Figures 7 and 8 show the schematic and photo of the PDB during Fall Validation Experiment.

Fig. 7: PDB Layout

 

 

5. April Tag Graph

After detection of the April Tags, we use an internal graph representation as the map for the environment. Specifically, based on the locations of the April Tags, we have a graph of valid “nodes” that represent areas where there are no obstacles. These are key locations that the Husky can travel to. The edges between the nodes are paths that allow the Husky to move from one location to another. As the drone explores further, certain branches will expand more while others are dead ends that get pruned. Below is a visualization of a simple graph that is constructed in RVIZ with tf. Much more complex graphs are present for the SVE.

 

5. Exploration and path-finding algorithm

Based on the constructed graph, the UAV explores unseen areas of the map to find a valid path to the goal. It does so by finding the closest unexplored April Tag (node) to the target destination and exploring around that area. Based on our specific environment, we can guarantee that any successive April Tag will be within 3 meters to the previous one. At a 10m hovering height, our algorithm is extremely reliable at finding a path if a path exists.
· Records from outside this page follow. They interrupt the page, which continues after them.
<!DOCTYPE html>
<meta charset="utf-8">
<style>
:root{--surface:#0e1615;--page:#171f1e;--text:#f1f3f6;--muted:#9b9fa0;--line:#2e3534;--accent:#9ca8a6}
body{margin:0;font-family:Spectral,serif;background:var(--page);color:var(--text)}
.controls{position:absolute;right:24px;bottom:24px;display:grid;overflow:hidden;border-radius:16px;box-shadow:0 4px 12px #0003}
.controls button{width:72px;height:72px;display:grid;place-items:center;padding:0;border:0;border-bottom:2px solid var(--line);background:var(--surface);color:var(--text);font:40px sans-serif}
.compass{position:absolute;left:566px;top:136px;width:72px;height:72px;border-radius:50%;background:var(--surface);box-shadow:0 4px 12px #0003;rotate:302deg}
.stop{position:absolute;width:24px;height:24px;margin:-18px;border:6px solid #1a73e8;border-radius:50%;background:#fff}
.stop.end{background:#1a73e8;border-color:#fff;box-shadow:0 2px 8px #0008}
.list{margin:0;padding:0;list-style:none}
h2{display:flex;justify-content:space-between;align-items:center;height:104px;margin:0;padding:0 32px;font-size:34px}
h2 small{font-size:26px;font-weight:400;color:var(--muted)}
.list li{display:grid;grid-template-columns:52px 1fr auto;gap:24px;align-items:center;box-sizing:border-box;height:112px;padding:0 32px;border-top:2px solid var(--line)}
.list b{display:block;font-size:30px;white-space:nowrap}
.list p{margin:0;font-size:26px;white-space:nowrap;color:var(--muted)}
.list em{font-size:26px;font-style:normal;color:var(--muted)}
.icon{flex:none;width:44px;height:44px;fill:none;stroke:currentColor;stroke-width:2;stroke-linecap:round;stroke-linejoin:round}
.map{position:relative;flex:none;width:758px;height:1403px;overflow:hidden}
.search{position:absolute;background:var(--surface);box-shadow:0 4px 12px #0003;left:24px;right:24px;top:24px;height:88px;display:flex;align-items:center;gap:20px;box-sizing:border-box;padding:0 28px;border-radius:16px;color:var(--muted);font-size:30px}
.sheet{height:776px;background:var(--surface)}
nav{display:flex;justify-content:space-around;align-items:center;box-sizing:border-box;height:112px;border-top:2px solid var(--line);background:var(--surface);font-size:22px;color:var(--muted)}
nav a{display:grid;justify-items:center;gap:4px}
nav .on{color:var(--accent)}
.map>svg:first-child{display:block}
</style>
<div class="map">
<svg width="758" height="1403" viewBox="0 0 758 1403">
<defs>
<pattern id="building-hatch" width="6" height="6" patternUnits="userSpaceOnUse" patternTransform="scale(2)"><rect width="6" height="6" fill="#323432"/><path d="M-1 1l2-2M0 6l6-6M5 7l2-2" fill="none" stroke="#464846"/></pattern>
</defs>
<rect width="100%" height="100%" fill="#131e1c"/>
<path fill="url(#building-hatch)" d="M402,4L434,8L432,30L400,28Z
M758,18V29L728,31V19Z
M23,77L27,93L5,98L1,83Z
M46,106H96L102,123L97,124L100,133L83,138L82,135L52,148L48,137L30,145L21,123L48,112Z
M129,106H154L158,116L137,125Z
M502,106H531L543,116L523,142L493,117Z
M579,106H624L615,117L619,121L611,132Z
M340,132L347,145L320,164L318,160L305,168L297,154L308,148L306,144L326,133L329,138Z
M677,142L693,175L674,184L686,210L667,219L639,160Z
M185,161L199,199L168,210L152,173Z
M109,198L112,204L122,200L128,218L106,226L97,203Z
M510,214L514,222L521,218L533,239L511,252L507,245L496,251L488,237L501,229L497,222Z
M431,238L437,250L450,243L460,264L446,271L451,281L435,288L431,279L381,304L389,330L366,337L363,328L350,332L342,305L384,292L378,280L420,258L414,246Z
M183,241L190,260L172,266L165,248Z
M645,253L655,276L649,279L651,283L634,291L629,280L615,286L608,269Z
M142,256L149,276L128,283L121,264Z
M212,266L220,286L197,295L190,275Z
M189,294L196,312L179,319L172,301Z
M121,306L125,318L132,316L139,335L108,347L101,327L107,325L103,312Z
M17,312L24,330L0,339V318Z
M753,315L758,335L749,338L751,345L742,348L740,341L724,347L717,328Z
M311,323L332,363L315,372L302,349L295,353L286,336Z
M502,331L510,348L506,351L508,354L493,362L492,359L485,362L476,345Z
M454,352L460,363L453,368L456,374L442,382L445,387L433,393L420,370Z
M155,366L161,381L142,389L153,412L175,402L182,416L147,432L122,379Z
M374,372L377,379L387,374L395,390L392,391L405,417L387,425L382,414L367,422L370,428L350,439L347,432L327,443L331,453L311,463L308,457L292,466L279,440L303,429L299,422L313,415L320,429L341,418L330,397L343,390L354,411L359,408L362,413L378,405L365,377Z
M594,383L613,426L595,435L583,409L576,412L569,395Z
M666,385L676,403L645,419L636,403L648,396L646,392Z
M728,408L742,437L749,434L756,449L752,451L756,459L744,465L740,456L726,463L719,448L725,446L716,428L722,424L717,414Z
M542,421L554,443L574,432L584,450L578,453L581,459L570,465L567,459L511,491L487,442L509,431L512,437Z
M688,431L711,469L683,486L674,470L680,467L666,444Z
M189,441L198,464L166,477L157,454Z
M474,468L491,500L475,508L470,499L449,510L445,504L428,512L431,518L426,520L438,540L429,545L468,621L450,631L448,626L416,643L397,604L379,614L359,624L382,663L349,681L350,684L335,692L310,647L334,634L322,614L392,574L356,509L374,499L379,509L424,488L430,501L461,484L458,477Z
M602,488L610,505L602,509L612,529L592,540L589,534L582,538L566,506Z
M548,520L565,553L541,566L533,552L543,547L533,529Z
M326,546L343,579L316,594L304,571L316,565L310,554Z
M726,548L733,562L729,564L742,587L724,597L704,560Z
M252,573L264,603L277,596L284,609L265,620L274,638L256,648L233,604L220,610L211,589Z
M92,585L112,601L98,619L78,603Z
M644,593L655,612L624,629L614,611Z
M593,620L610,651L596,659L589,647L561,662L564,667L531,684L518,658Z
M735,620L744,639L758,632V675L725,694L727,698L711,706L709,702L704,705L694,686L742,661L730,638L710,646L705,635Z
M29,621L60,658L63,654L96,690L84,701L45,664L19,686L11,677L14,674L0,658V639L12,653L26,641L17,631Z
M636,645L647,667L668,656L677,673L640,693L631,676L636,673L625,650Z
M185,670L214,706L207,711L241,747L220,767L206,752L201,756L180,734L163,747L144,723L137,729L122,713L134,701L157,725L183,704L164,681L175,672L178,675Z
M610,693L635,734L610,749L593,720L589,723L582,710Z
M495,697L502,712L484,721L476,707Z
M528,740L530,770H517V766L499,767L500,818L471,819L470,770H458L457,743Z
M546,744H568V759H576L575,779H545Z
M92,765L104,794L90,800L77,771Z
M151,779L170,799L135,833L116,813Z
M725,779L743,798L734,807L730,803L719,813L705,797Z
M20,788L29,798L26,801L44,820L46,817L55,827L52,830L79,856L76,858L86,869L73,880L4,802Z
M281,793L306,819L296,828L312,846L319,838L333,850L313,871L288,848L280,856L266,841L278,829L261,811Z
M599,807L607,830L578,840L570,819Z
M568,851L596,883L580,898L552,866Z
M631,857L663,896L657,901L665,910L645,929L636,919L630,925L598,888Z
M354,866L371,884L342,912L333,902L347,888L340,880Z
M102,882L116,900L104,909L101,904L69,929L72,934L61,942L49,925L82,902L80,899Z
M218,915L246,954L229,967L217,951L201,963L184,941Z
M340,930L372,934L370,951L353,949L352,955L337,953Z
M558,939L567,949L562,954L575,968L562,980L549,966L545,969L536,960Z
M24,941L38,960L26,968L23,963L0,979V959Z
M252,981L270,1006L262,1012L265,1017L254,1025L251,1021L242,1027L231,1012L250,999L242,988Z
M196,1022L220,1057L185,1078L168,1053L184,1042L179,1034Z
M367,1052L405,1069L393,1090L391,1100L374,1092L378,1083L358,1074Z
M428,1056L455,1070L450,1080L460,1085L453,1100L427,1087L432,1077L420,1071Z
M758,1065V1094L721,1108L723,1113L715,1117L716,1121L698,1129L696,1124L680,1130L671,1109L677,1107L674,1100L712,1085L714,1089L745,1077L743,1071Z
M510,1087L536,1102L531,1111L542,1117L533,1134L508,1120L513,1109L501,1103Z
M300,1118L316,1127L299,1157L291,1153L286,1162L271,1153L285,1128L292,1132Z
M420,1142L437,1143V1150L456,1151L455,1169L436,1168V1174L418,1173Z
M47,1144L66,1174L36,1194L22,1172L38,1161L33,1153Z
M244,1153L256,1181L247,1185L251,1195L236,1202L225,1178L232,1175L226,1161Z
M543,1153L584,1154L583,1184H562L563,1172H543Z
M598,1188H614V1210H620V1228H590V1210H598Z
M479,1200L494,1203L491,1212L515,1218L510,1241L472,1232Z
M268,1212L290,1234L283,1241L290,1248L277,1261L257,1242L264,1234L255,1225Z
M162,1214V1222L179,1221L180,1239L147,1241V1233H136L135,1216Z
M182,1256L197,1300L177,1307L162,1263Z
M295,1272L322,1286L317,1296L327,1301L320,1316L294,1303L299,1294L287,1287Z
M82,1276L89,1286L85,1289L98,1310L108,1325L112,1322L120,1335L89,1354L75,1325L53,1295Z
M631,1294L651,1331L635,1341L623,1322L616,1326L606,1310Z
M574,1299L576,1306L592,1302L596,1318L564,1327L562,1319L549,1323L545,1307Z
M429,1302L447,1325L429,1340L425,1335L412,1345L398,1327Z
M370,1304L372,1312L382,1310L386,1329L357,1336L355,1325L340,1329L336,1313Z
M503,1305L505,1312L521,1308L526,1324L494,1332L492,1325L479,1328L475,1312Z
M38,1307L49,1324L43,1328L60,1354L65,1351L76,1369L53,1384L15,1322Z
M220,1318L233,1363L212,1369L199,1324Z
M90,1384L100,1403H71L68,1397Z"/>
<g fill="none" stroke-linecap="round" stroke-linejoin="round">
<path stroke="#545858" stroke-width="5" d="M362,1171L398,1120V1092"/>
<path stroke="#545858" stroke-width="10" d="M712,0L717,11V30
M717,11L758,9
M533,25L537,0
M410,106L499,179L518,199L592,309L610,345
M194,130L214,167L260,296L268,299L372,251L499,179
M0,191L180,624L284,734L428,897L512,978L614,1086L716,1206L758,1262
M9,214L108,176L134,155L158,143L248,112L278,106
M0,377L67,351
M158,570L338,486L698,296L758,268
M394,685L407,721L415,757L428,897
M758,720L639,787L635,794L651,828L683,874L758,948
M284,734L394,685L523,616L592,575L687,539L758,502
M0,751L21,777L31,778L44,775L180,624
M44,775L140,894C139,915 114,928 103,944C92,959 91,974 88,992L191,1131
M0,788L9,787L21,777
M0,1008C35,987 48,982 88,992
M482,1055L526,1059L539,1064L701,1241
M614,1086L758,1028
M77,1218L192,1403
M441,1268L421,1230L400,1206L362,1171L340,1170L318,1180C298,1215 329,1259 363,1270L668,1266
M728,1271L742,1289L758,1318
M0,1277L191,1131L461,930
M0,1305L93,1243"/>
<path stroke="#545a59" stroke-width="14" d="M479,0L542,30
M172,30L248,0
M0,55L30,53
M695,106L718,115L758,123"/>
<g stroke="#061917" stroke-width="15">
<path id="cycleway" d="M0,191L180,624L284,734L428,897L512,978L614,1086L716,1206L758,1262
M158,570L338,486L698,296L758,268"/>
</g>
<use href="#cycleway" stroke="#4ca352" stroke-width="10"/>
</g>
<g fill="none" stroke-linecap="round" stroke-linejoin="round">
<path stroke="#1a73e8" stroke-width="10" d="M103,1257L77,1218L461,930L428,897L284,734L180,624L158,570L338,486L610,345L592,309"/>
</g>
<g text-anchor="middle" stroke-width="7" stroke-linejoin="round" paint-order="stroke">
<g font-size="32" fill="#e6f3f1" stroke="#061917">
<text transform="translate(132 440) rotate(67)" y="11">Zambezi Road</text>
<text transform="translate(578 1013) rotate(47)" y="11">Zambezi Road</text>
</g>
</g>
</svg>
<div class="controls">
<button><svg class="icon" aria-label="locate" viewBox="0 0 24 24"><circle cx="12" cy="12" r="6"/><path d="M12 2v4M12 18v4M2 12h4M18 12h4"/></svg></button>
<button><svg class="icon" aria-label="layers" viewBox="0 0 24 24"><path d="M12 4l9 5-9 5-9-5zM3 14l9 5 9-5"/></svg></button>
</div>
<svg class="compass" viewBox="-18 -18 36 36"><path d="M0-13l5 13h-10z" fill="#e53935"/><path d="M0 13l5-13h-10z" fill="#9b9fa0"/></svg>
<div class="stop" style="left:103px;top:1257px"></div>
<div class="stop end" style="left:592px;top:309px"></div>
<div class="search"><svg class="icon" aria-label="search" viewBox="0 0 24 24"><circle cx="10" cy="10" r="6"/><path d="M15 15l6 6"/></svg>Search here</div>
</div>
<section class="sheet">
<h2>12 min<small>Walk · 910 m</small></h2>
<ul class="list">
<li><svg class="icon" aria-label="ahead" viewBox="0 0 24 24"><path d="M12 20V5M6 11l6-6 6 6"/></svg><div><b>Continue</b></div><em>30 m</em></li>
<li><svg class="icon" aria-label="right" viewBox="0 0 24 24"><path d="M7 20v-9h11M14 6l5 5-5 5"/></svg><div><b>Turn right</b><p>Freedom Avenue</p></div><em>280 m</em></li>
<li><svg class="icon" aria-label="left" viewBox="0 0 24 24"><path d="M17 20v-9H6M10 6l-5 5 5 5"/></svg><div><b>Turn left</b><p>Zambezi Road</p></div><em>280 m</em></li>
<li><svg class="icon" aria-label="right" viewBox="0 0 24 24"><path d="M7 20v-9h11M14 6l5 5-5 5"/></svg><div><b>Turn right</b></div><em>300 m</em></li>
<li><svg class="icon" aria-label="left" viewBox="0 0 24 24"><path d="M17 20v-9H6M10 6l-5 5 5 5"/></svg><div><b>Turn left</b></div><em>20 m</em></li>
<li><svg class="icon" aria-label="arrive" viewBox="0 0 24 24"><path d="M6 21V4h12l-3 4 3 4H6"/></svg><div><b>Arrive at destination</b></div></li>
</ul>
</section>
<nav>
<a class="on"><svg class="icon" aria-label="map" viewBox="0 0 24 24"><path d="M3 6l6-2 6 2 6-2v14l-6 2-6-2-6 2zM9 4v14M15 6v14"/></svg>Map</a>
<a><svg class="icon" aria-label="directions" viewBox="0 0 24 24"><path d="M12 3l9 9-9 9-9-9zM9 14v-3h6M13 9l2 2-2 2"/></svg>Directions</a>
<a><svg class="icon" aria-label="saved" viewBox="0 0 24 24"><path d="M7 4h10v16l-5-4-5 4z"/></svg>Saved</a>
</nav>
The UAV is not constrained by ground obstacles and so it can directly fly over to any node that it wishes to explore. The same cannot be said for the Husky which must navigate along the vertices of the graph. Based on our graph, finding this path can be solved by a graph exploration algorithm such as A-star. This is exactly what we did. We mark the node closest to the Husky as the starting node, the node closest to the target as the goal node, and we run A-star on the graph with distance as the cost. A high-level depiction of the entire system algorithm is shown below.